* Your objective *
Would you write out the entries below word for word, omitting the pictures?
**** Records for this task
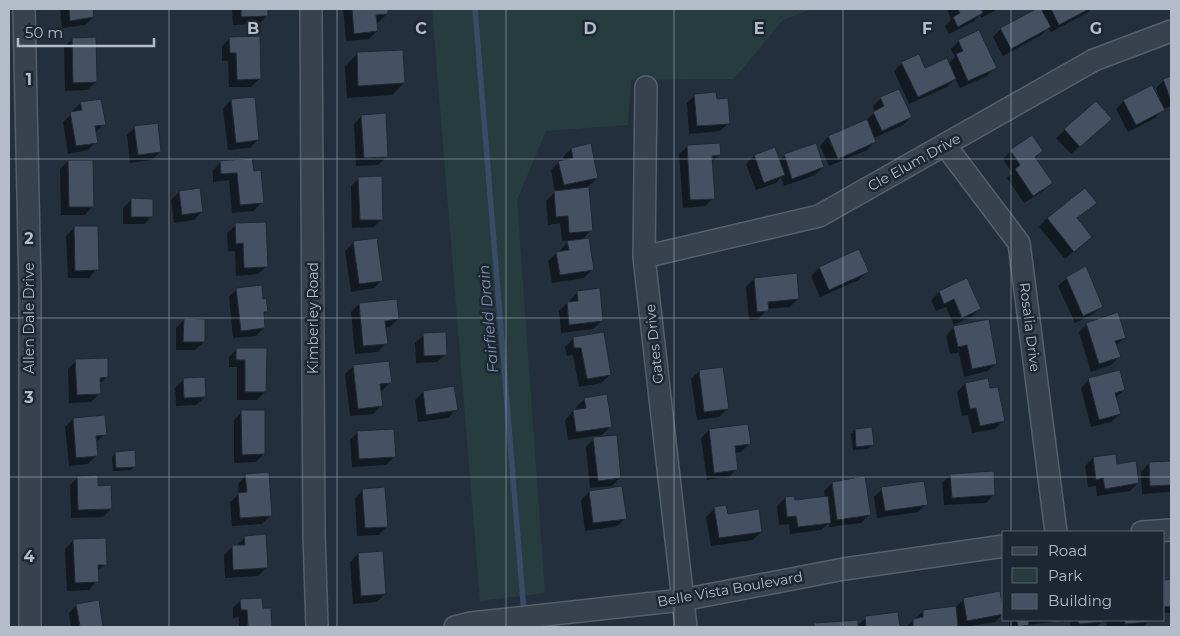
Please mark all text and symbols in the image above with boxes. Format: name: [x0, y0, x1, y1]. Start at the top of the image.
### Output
scale bar: [18, 15, 154, 47]
text: B: [247, 19, 259, 38]
text: C: [415, 19, 427, 38]
text: D: [583, 19, 597, 38]
text: E: [754, 19, 764, 38]
text: F: [922, 19, 932, 38]
text: G: [1090, 19, 1102, 38]
text: 50 m: [25, 23, 63, 42]
text: 1: [26, 70, 32, 89]
street label: Cle Elum Drive: [864, 129, 964, 195]
text: 2: [24, 229, 34, 248]
street label: Allen Dale Drive: [20, 262, 38, 374]
street label: Kimberley Road: [304, 262, 322, 374]
water label: Fairfield Drain: [474, 264, 502, 374]
street label: Rosalia Drive: [1016, 281, 1044, 373]
street label: Gates Drive: [641, 303, 667, 385]
text: 3: [23, 388, 34, 407]
legend: [1002, 531, 1165, 621]
text: Road: [1048, 541, 1087, 560]
text: 4: [23, 547, 35, 566]
text: Park: [1048, 566, 1082, 585]
street label: Belle Vista Boulevard: [656, 567, 804, 611]
text: Building: [1048, 591, 1112, 610]

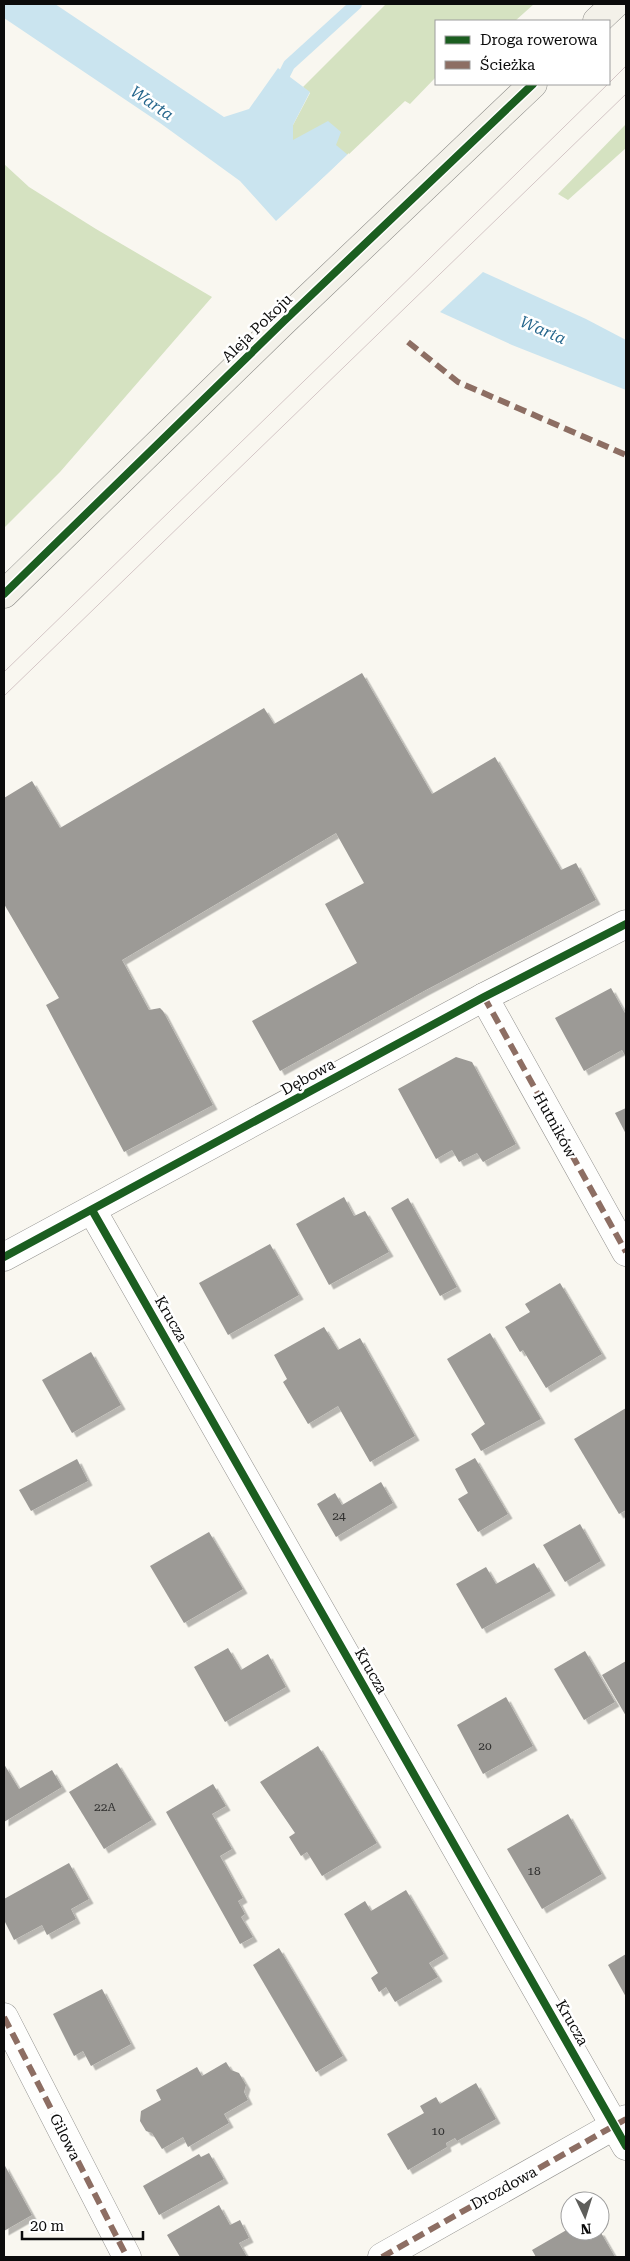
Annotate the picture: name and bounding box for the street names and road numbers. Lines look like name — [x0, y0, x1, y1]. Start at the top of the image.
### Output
street label: Aleja Pokoju — [218, 290, 296, 366]
street label: Dębowa — [278, 1055, 338, 1099]
street label: Hutników — [530, 1089, 581, 1161]
street label: Krucza — [151, 1293, 191, 1345]
street label: Krucza — [351, 1645, 391, 1697]
street label: Krucza — [552, 1997, 592, 2049]
street label: Gilowa — [46, 2111, 84, 2163]
street label: Drozdowa — [468, 2163, 540, 2213]

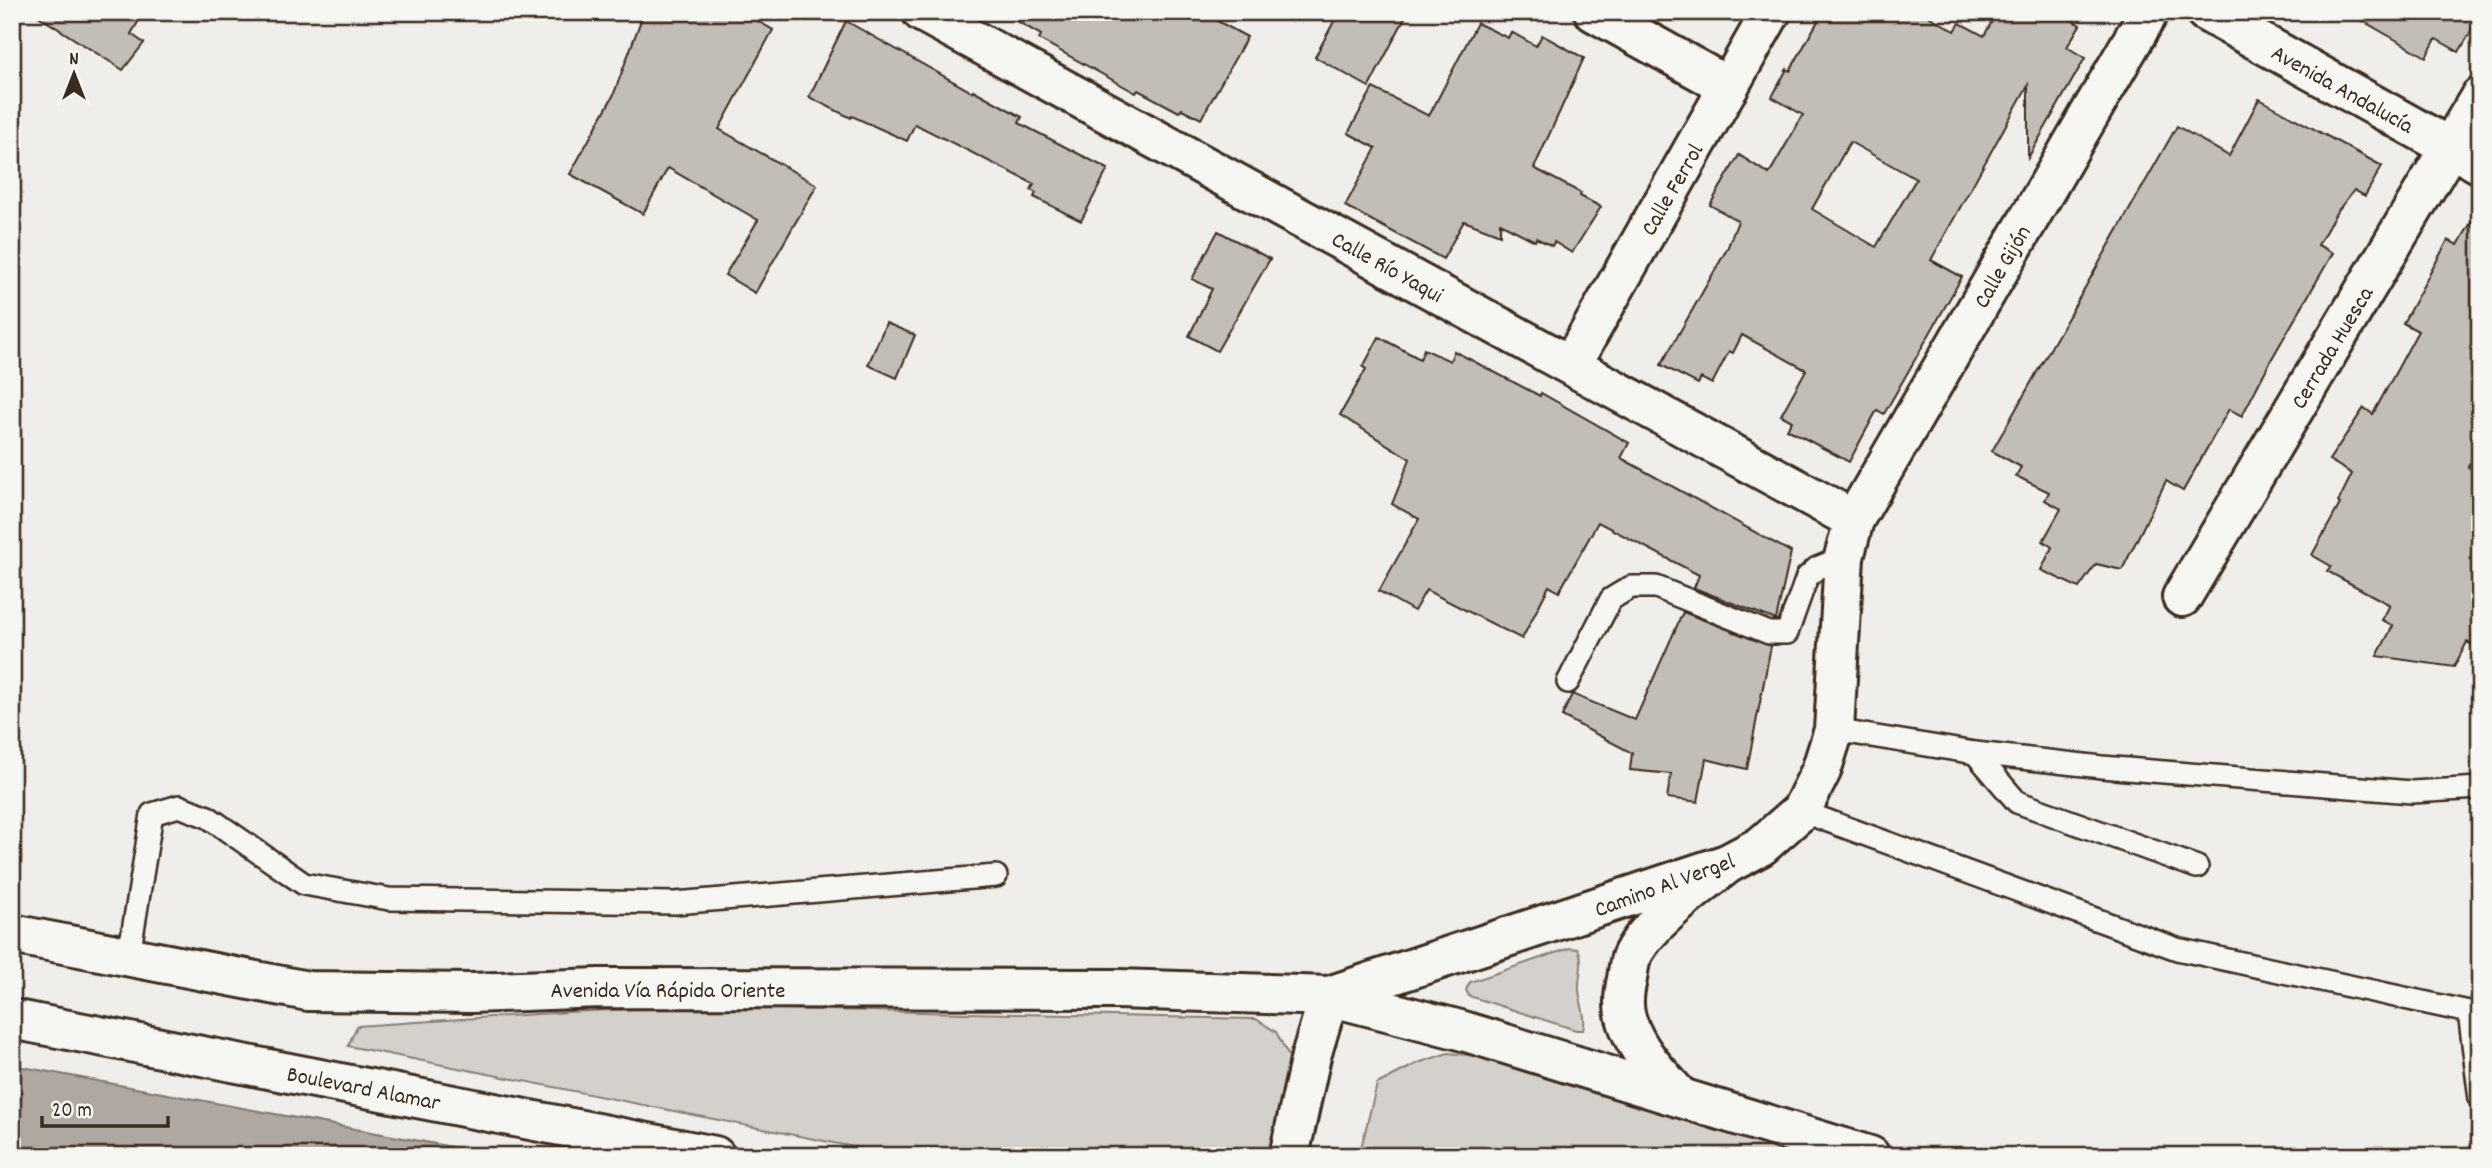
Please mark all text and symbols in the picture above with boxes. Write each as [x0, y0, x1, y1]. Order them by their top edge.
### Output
north arrow [38, 38, 108, 108]
street label: Avenida Andalucía [2264, 38, 2420, 144]
text: N [69, 47, 79, 74]
street label: Calle Ferrol [1634, 138, 1714, 243]
street label: Calle Gijón [1967, 220, 2041, 315]
street label: Calle Río Yaqui [1325, 225, 1448, 313]
street label: Cerrada Huesca [2284, 280, 2384, 416]
street label: Camino Al Vergel [1590, 846, 1740, 928]
street label: Avenida Vía Rápida Oriente [551, 976, 785, 1009]
street label: Boulevard Alamar [284, 1059, 443, 1122]
scale bar [42, 1084, 168, 1128]
text: 20 m [52, 1097, 92, 1127]

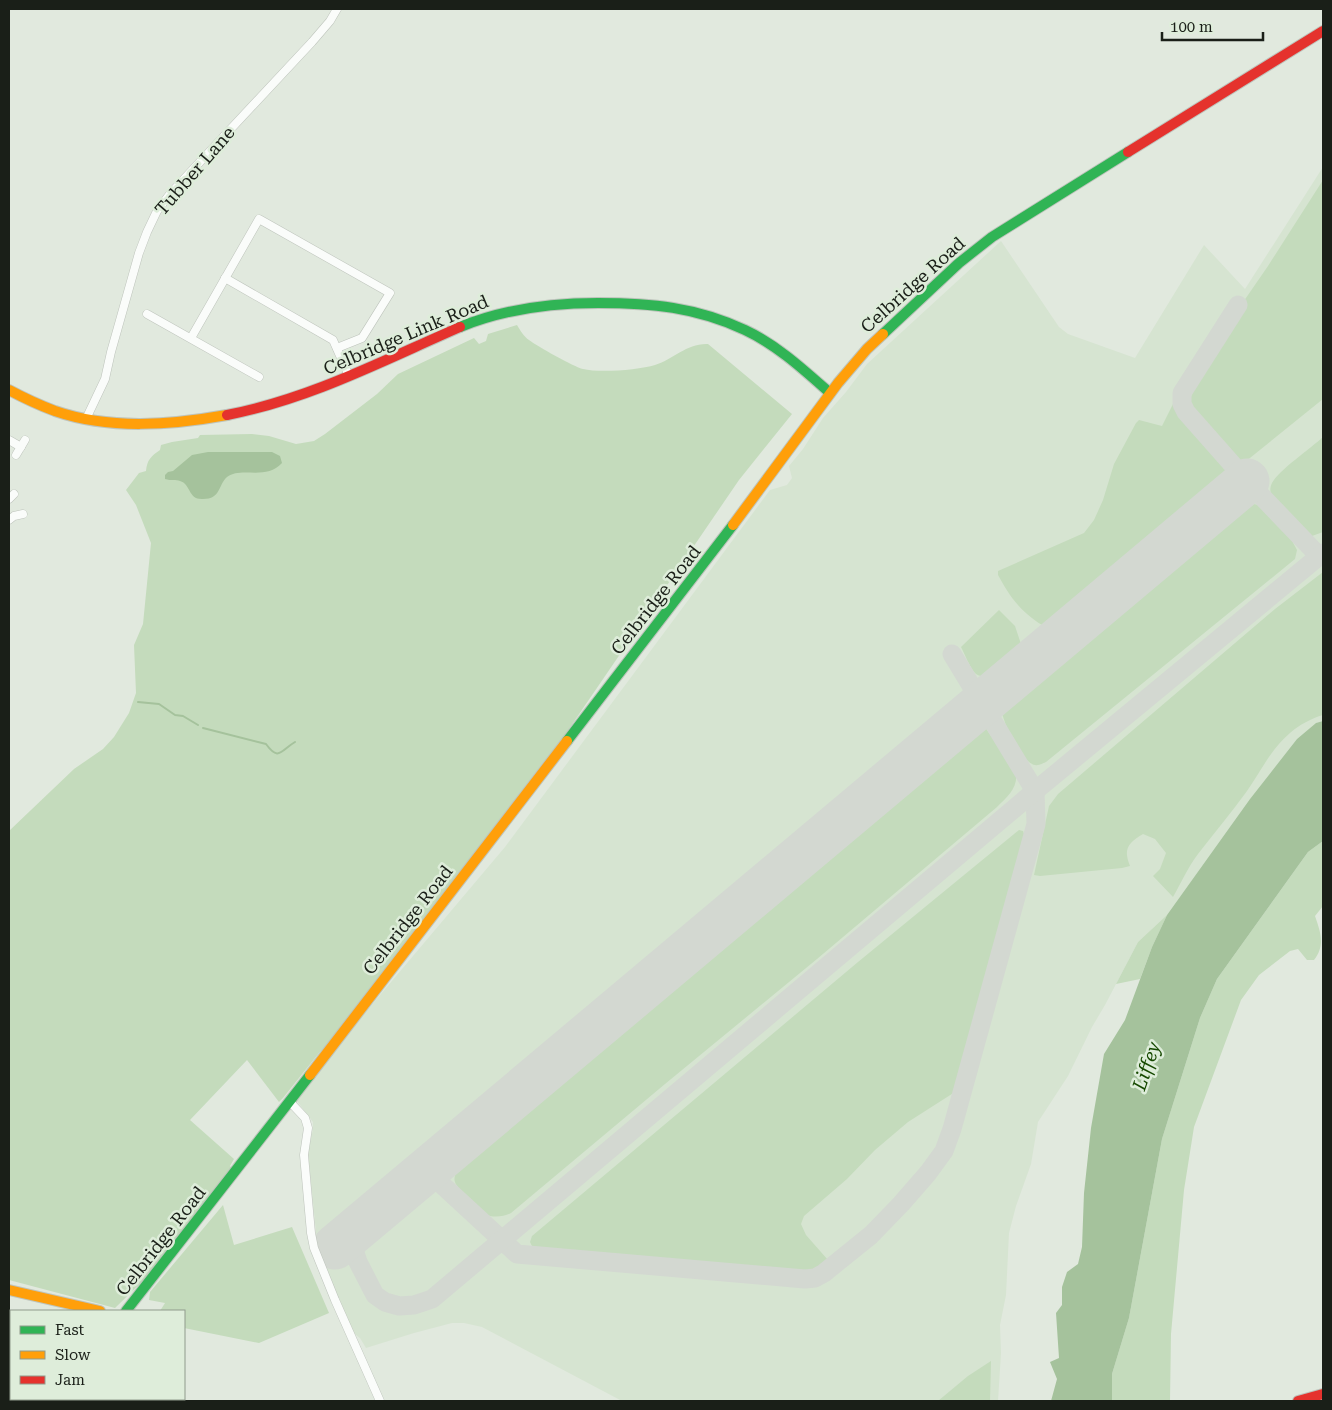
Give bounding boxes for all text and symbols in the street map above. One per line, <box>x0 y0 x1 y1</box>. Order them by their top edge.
scale bar <box>1162 10 1263 42</box>
text: 100 m <box>1170 18 1213 36</box>
street label: Tubber Lane <box>150 122 239 219</box>
street label: Celbridge Road <box>856 232 969 337</box>
street label: Celbridge Link Road <box>320 290 492 379</box>
street label: Celbridge Road <box>606 540 705 659</box>
street label: Celbridge Road <box>358 860 457 979</box>
water label: Liffey <box>1127 1039 1166 1094</box>
street label: Celbridge Road <box>111 1181 210 1300</box>
legend <box>10 1310 185 1400</box>
text: Fast <box>55 1321 85 1339</box>
text: Slow <box>55 1346 91 1364</box>
text: Jam <box>55 1371 85 1389</box>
********
* Task response *
Please mark all text and symbols in the image above with boxes. Format: name: [x0, y0, x1, y1]. Start at the top of the image.
### Output
scale bar: [18, 15, 154, 47]
text: B: [247, 19, 259, 38]
text: C: [415, 19, 427, 38]
text: D: [583, 19, 597, 38]
text: E: [754, 19, 764, 38]
text: F: [922, 19, 932, 38]
text: G: [1090, 19, 1102, 38]
text: 50 m: [25, 23, 63, 42]
text: 1: [26, 70, 32, 89]
street label: Cle Elum Drive: [864, 129, 964, 195]
text: 2: [24, 229, 34, 248]
street label: Allen Dale Drive: [20, 262, 38, 374]
street label: Kimberley Road: [304, 262, 322, 374]
water label: Fairfield Drain: [474, 264, 502, 374]
street label: Rosalia Drive: [1016, 281, 1044, 373]
street label: Gates Drive: [641, 303, 667, 385]
text: 3: [23, 388, 34, 407]
legend: [1002, 531, 1165, 621]
text: Road: [1048, 541, 1087, 560]
text: 4: [23, 547, 35, 566]
text: Park: [1048, 566, 1082, 585]
street label: Belle Vista Boulevard: [656, 567, 804, 611]
text: Building: [1048, 591, 1112, 610]

Annotate the picture: name and bounding box for the street names and road numbers. Lines look like name — [x0, y0, x1, y1]. Start at the top of the image.
### Output
street label: Aleja Pokoju — [218, 290, 296, 366]
street label: Dębowa — [278, 1055, 338, 1099]
street label: Hutników — [530, 1089, 581, 1161]
street label: Krucza — [151, 1293, 191, 1345]
street label: Krucza — [351, 1645, 391, 1697]
street label: Krucza — [552, 1997, 592, 2049]
street label: Gilowa — [46, 2111, 84, 2163]
street label: Drozdowa — [468, 2163, 540, 2213]

Please mark all text and symbols in the picture above with boxes. Write each as [x0, y0, x1, y1]. Order them by their top edge.
### Output
north arrow [38, 38, 108, 108]
street label: Avenida Andalucía [2264, 38, 2420, 144]
text: N [69, 47, 79, 74]
street label: Calle Ferrol [1634, 138, 1714, 243]
street label: Calle Gijón [1967, 220, 2041, 315]
street label: Calle Río Yaqui [1325, 225, 1448, 313]
street label: Cerrada Huesca [2284, 280, 2384, 416]
street label: Camino Al Vergel [1590, 846, 1740, 928]
street label: Avenida Vía Rápida Oriente [551, 976, 785, 1009]
street label: Boulevard Alamar [284, 1059, 443, 1122]
scale bar [42, 1084, 168, 1128]
text: 20 m [52, 1097, 92, 1127]

Give bounding boxes for all text and symbols in the street map above. One per line, <box>x0 y0 x1 y1</box>. Order them by their top edge.
scale bar <box>1162 10 1263 42</box>
text: 100 m <box>1170 18 1213 36</box>
street label: Tubber Lane <box>150 122 239 219</box>
street label: Celbridge Road <box>856 232 969 337</box>
street label: Celbridge Link Road <box>320 290 492 379</box>
street label: Celbridge Road <box>606 540 705 659</box>
street label: Celbridge Road <box>358 860 457 979</box>
water label: Liffey <box>1127 1039 1166 1094</box>
street label: Celbridge Road <box>111 1181 210 1300</box>
legend <box>10 1310 185 1400</box>
text: Fast <box>55 1321 85 1339</box>
text: Slow <box>55 1346 91 1364</box>
text: Jam <box>55 1371 85 1389</box>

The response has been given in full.